◆ **The input**:
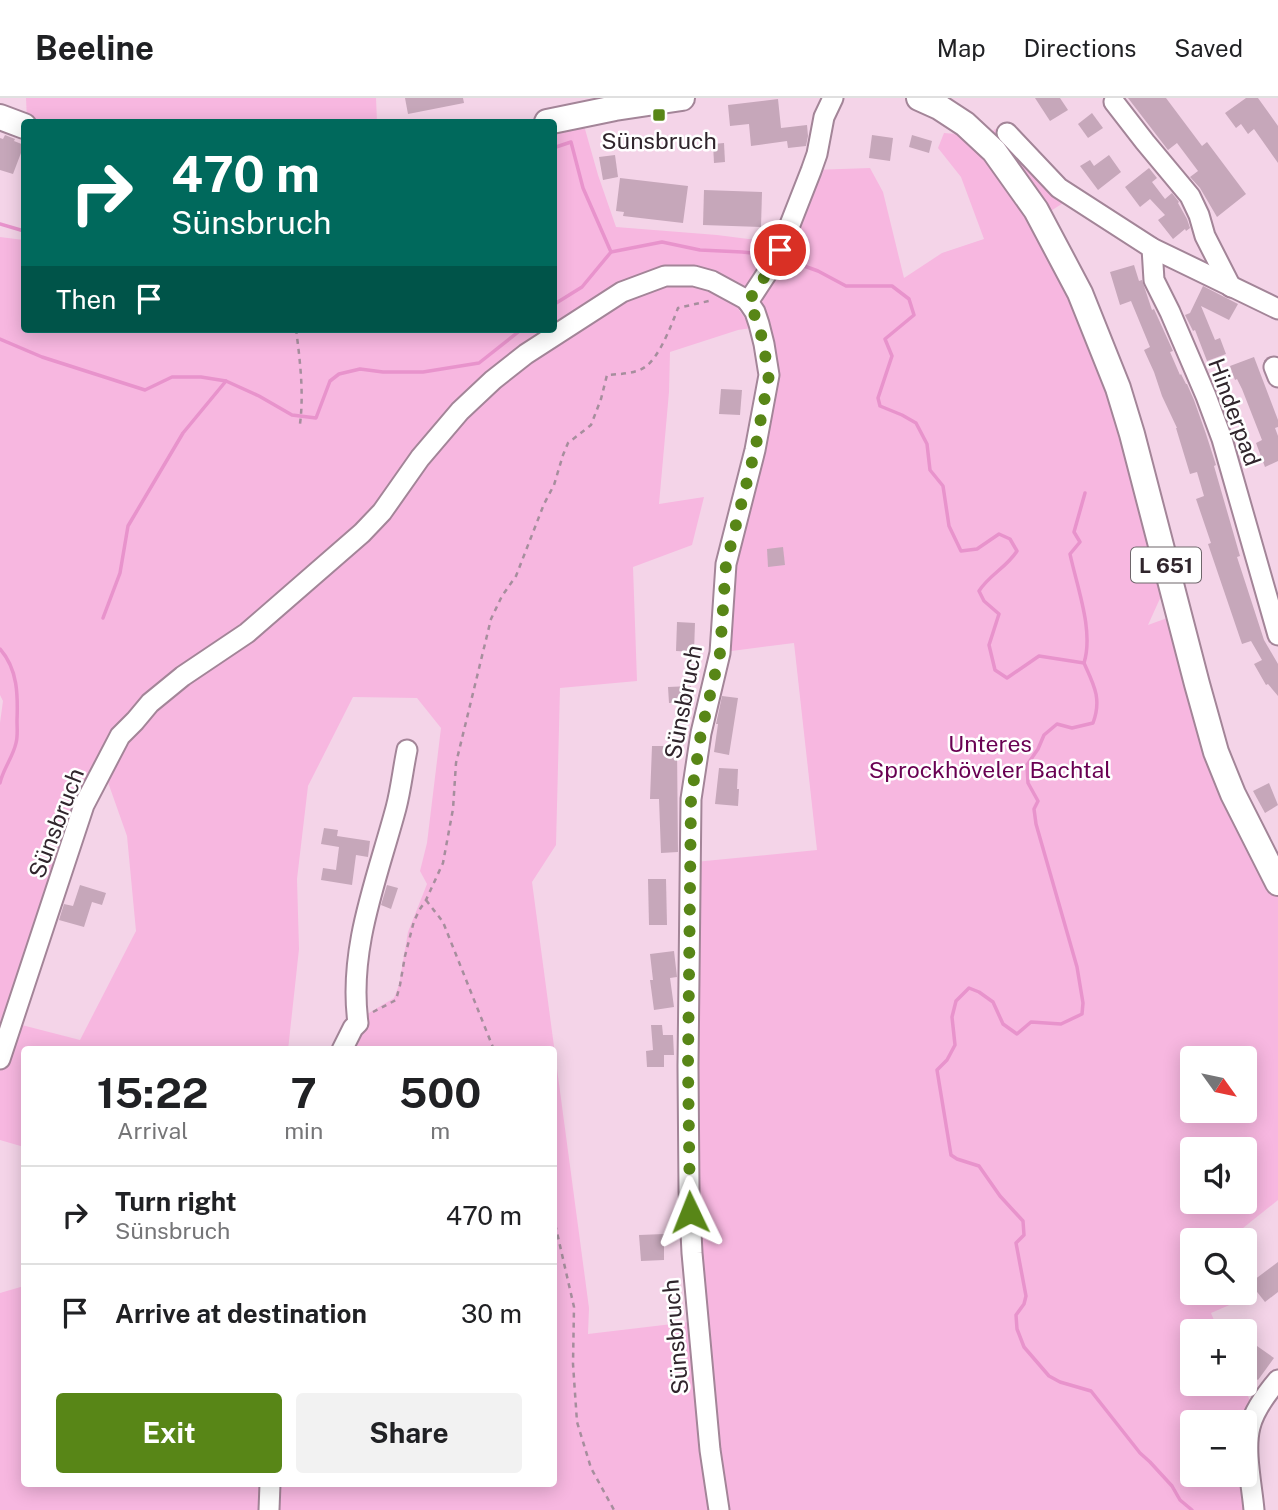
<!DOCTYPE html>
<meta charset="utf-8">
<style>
:root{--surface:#fff;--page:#f2f2f2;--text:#202124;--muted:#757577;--line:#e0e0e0;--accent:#588617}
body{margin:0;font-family:"Public Sans",sans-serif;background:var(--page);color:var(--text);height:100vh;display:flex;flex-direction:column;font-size:26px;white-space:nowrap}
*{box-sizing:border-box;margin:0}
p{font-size:23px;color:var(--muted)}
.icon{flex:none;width:38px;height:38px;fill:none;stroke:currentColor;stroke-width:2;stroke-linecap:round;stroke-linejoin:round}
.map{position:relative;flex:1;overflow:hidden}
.drawer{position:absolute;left:21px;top:948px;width:536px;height:441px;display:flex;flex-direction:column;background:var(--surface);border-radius:7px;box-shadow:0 4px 18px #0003}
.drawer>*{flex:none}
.banner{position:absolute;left:21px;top:21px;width:536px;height:214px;border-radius:7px;box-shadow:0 4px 18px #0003;background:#00695c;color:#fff;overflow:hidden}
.needle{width:46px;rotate:123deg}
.controls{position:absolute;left:1180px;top:948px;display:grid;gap:14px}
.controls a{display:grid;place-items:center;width:77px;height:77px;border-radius:7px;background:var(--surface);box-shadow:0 4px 18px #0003;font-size:35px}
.pin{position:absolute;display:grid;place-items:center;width:60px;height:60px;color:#fff;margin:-30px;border:4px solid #fff;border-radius:50%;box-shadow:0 2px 7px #0007}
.me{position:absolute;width:77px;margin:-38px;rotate:358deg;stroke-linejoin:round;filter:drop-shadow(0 0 5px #0008)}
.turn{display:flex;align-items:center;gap:24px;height:147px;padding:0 35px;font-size:32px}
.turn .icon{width:91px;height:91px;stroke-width:2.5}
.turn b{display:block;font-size:49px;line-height:60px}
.then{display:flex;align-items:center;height:66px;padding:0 35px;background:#0003;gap:14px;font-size:26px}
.eta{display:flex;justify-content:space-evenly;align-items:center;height:119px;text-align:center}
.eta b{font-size:42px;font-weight:700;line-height:49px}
.button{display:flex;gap:14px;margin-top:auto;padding:14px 35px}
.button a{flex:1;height:80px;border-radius:7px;background:var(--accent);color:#fff;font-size:28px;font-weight:700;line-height:80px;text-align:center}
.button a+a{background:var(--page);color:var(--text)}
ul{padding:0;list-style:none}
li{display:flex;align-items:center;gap:21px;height:98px;padding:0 35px;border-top:2px solid var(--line)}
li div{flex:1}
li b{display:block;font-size:26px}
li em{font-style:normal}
header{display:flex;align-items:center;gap:42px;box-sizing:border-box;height:98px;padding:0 35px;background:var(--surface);border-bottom:2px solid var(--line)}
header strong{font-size:33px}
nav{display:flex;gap:38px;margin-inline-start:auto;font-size:24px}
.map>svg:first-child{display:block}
.green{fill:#f7b7e0;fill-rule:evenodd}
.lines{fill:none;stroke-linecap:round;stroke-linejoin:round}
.stream{stroke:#e893cc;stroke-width:3.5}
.building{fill:#c6a7ba}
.minor-casing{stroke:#a38598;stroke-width:23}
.major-casing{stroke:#a38598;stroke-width:28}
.path{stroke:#a68e9d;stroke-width:2.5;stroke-dasharray:5 5;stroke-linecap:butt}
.minor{stroke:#fff;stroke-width:19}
.major{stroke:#fff;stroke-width:24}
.route{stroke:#588617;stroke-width:12;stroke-dasharray:0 21.6}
.poi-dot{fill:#588617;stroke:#fff;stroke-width:2.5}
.labels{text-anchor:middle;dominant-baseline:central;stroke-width:5;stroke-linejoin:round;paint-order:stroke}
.shield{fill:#fff;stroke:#6e666b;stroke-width:2}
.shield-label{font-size:21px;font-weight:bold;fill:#30252c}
.poi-label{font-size:23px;fill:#30252c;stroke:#fff}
.street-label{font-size:23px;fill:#30252c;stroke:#fff}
.park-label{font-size:23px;fill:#690052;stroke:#fff}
</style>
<header>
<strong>Beeline</strong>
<nav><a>Map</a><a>Directions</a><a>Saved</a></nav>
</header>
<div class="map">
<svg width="1278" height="1412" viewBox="0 0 1278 1412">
<rect width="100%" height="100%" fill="#f4d4e8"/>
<g class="green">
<polygon points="26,0 376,0 377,24 33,24 27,22"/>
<polygon points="583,24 598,77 616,129 717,137 780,145 751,193 739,186 735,191 664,176 525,252 387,403 117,637 0,960 0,625 3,603 0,597 0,139 24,142 24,231 553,231 553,31"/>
<polygon points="995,31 1000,33 1071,100 1046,116 991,35"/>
<path d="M 944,35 L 969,37 L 1052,148 L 1127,339 L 1162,496 L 1148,527 L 1170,519 L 1259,764 L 1278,798 L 1278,1102 L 1243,1130 L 1255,1150 L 1244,1159 L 1244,1143 L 1192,1143 L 1192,1195 L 1244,1195 L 1244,1179 L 1257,1195 L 1211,1215 L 1219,1234 L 1192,1234 L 1192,1286 L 1242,1286 L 1255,1313 L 1252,1412 L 721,1412 L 699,1285 L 695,764 L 817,752 L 794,545 L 724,554 L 739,431 L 765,316 L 758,208 L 813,72 L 870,70 L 883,94 L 904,180 L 942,155 L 984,141 L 961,79 L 938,50 ZM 1192,961 L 1244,961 L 1244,1013 L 1192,1013 ZM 1192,1052 L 1244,1052 L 1244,1104 L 1192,1104 ZM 1192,1325 L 1244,1325 L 1244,1377 L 1192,1377 Z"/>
<polygon points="691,181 745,207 739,212 747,223 753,219 758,229 738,232 670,254 669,294 659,406 704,399 692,447 633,469 637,583 560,590 556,747 532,784 589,1210 588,1236 689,1224 694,1287 716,1412 271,1412 272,1386 553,1386 553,952 340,952 359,921 394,900 399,887 408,834 427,786 420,773 427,745 441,630 417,600 353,599 308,688 297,781 299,851 288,952 24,952 24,1049 0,1042 0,969 14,925 80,942 136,833 127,738 104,673 122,640 267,522 495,285 622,198"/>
<polygon points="24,1188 24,1386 267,1386 266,1412 0,1412 0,1195"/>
</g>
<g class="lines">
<g class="stream">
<polyline points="553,50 571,44 583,90 611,154"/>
<polyline points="0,126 24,133"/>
<path d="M 782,160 L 818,173 L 846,188 L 892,188 L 909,201 L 914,217 L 885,241 L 892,258 L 878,300 L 880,308 L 902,317 L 916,325 L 927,346 L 930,372 L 943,388 L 949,428 L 961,453 L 977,451 L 999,436 L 1010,441 L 1017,453 C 1006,470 990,476 979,493 L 984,503 L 999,516 L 989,547 L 995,572 L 1007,580 L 1039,558 L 1084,565 C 1094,587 1102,601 1093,625 L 1072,630 L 1057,626 L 1044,637 L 1038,651 L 1027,667 L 1028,685 L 1038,703 L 1034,711 L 1036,726 L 1077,869 L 1083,905 L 1082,916 L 1061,926 L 1031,924 L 1017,936 L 1003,926 L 993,904 L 979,894 L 969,890 L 956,903 L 952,919 L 955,947 L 947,962 L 937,972 L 951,1057 L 957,1061 L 979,1068 L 1000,1098 L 1023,1123 L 1024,1137 L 1016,1145 L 1026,1198 L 1024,1206 L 1016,1217 L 1017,1231 L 1024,1249 L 1049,1278 L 1060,1284 L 1091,1293 L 1140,1355 L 1150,1364 L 1172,1388 L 1180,1402 L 1192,1412"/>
<polyline points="553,207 582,189 611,154 662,144 700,152 742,154 771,157"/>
<polyline points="0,241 42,259 145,292 172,279 201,279 226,283 259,298 292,317 316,320 330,283 339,276 360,271 383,274 423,274 479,265 522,231"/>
<polyline points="103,520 120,475 128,428 183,335 226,283"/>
<path d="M 0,551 C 18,571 18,598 17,623 C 17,630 18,638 16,645 C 13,659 3,671 0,685"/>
<path d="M 1084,565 C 1094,533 1077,489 1070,456 L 1080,444 L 1074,434 L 1085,395"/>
</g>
</g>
<g class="building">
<polygon points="405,0 463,0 464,5 408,16"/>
<polygon points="1035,0 1060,0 1068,12 1050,23"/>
<polygon points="1128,0 1166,0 1202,48 1207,44 1246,96 1217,119 1200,90 1190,79 1198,73 1177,45 1168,52"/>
<polygon points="1246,0 1258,0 1278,28 1278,65 1254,31 1248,36 1241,26 1236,30 1225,15"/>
<polygon points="778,1 781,30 807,27 808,38 806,48 788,50 787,43 751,48 749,26 730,28 728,7"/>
<polygon points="1092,15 1103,30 1088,40 1078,26"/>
<polygon points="5,37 15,41 14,43 24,47 13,76 0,72 0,40 3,41"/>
<polygon points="872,37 893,40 890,63 869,60"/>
<polygon points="912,37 932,43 929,55 909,49"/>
<polygon points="724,45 725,64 714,65 713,46"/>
<polygon points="615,57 618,79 603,82 599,59"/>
<polygon points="1109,57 1121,74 1098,92 1080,68 1090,62 1094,68"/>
<polygon points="1149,70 1157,80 1152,84 1165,101 1172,95 1179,104 1178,105 1187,121 1190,130 1186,133 1185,131 1173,141 1158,122 1165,117 1150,101 1140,109 1125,89"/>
<polygon points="620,80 688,88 683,125 623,118 624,114 616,113"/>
<polygon points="704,92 762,94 761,129 703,127"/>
<polygon points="1134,167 1139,183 1142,182 1152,212 1154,211 1173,253 1170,254 1180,277 1181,276 1186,286 1187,286 1194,302 1206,336 1216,367 1214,368 1240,458 1237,459 1264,542 1278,566 1278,598 1268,586 1266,587 1254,566 1262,562 1251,543 1242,546 1208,446 1211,445 1196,401 1204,398 1197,374 1190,376 1176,330 1177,330 1162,298 1154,274 1144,252 1150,249 1131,203 1120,207 1110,174"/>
<polygon points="1203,188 1238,206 1229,222 1201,208 1215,242 1220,240 1226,256 1207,263 1195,232 1193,233 1185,217 1190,215"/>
<polygon points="1254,259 1278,322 1278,329 1275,330 1278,338 1278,363 1265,369 1256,345 1262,342 1242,291 1237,281 1235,282 1230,268"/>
<polygon points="721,291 742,292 740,317 719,316"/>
<polygon points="783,449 785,467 768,469 767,451"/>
<polygon points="677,524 695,525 694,554 676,553"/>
<polygon points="691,588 692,604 669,605 668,589"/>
<polygon points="722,598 738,600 729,657 714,654 718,626 716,626 718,617"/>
<polygon points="652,648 677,648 678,754 661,755 659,701 650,701"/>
<polygon points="719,670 738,671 737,691 739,691 738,708 715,706"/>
<polygon points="1269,685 1278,707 1265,715 1253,693"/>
<polygon points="324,730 338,732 337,738 370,743 368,759 356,757 352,787 321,782 323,770 336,772 339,749 321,746"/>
<polygon points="648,781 666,781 667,827 649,827"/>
<polygon points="80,787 106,795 102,807 92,804 84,829 59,822 64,806 73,808"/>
<polygon points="387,787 398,790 391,811 381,807"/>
<polygon points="674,853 677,879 670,880 674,909 654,912 650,882 653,882 650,856"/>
<polygon points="651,927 662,927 663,937 673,937 674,957 664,957 664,969 647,969 646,953 653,952"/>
<polygon points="664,1136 664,1162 641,1163 639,1137"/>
<polygon points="1278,1164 1278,1194 1265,1204 1250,1185"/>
<polygon points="1257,1248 1274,1260 1258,1282 1244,1272 1244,1251 1252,1256"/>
</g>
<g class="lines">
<g class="minor-casing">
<g id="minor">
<polyline points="1114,4 1145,44 1190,98 1199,117 1205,138 1231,189"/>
<polyline points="1007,35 1059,90 1152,150 1278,211"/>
<polyline points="1152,150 1154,182 1170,214 1206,298 1222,341 1278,537"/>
<polyline points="748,204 771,169 780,152 811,73 817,56 824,19 833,0"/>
<polyline points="1274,269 1278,279"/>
<path d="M 342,952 L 353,930 L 358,925 C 348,851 377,781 396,710 C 401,691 403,671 407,652"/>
<polyline points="0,961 84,707 120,638 135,623 150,605 183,578 247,535 362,435 382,414 420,360 460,313 493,282 526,256 622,194 665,178 694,178 712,183 747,202 755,214 759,226 764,246 769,277 755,352 726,466 720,555 701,635 691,701 688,968 689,1093 692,1155 710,1352 719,1412"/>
<polyline points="269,1412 270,1386"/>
<path d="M 1254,1412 C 1252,1388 1244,1353 1250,1329 C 1254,1312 1267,1295 1278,1282"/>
</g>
</g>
<g class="major-casing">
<g id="major">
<polyline points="919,0 939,9 965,26 994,53 1036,112 1080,195 1118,290 1132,336 1197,586 1216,654 1233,696 1278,785"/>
<polyline points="0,19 24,28"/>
<polyline points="547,24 615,10 682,0"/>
</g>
</g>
<g class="path">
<path d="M 296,231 C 300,262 304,295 300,326"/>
<polyline points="426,802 443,824 494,952"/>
<path d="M 373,914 L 396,902 L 400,887 L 405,858 L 414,823 L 420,811 L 426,802 L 443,765 L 453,711 L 456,665 L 491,521 L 502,498 L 516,478 L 544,406 L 554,387 L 563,357 L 568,345 L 591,327 L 601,301 L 607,277 C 619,276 635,276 645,269 C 659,260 672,226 678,210 L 713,202"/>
<polyline points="553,1117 574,1209 573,1266 577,1324 591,1370 614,1412"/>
</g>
<use href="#minor" class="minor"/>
<use href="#major" class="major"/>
</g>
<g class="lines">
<polyline class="route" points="690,1114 688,968 691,701 701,635 720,555 726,466 755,352 769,277 759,226 748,204 771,169 780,152"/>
</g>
<rect class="poi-dot" x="652" y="10" width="14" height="14" rx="3.5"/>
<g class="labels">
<rect class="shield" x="1131" y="449.5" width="70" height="35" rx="5"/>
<g class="shield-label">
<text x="1166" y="467">L 651</text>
</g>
<g class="poi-label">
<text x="659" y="42">Sünsbruch</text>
</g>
<g class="street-label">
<text transform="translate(1235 314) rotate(70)">Hinderpad</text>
<text transform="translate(683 604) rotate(-79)">Sünsbruch</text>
<text transform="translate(56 725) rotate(-69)">Sünsbruch</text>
<text transform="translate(675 1239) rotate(-95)">Sünsbruch</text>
</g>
<g class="park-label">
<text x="990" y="645">Unteres<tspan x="990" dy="26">Sprockhöveler Bachtal</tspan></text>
</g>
</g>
</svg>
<div class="controls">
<a><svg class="needle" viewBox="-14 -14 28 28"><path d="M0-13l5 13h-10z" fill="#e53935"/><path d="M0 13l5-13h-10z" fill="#757577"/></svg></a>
<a><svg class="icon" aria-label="sound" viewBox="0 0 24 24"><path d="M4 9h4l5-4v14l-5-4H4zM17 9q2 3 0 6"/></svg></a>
<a><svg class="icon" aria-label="search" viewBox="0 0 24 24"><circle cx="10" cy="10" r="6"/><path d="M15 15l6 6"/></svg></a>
<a>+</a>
<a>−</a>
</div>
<div class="pin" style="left:780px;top:152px;background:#d93025"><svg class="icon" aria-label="arrive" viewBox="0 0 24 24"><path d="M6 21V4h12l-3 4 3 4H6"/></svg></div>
<svg class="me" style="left:690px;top:1114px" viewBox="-20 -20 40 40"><path d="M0-17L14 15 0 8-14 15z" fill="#588617" stroke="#fff" stroke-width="4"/></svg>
<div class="banner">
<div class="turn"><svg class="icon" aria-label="right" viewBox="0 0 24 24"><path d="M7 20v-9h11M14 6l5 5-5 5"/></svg><div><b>470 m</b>Sünsbruch</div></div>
<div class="then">Then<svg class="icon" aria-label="arrive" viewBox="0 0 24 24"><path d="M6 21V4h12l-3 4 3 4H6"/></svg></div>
</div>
<section class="drawer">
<div class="eta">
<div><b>15:22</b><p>Arrival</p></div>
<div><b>7</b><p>min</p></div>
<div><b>500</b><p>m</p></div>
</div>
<ul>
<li><svg class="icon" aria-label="right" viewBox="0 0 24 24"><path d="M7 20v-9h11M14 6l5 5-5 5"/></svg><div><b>Turn right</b><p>Sünsbruch</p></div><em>470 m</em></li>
<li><svg class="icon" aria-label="arrive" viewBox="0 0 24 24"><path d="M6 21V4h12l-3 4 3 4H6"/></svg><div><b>Arrive at destination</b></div><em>30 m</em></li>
</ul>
<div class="button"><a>Exit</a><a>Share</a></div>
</section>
</div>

◆ **Exercise requirements**:
Each line of the listing that contains the word "space" must be copied.

◆ **Answer box**:
body{margin:0;font-family:"Public Sans",sans-serif;background:var(--page);color:var(--text);height:100vh;display:flex;flex-direction:column;font-size:26px;white-space:nowrap}
.eta{display:flex;justify-content:space-evenly;align-items:center;height:119px;text-align:center}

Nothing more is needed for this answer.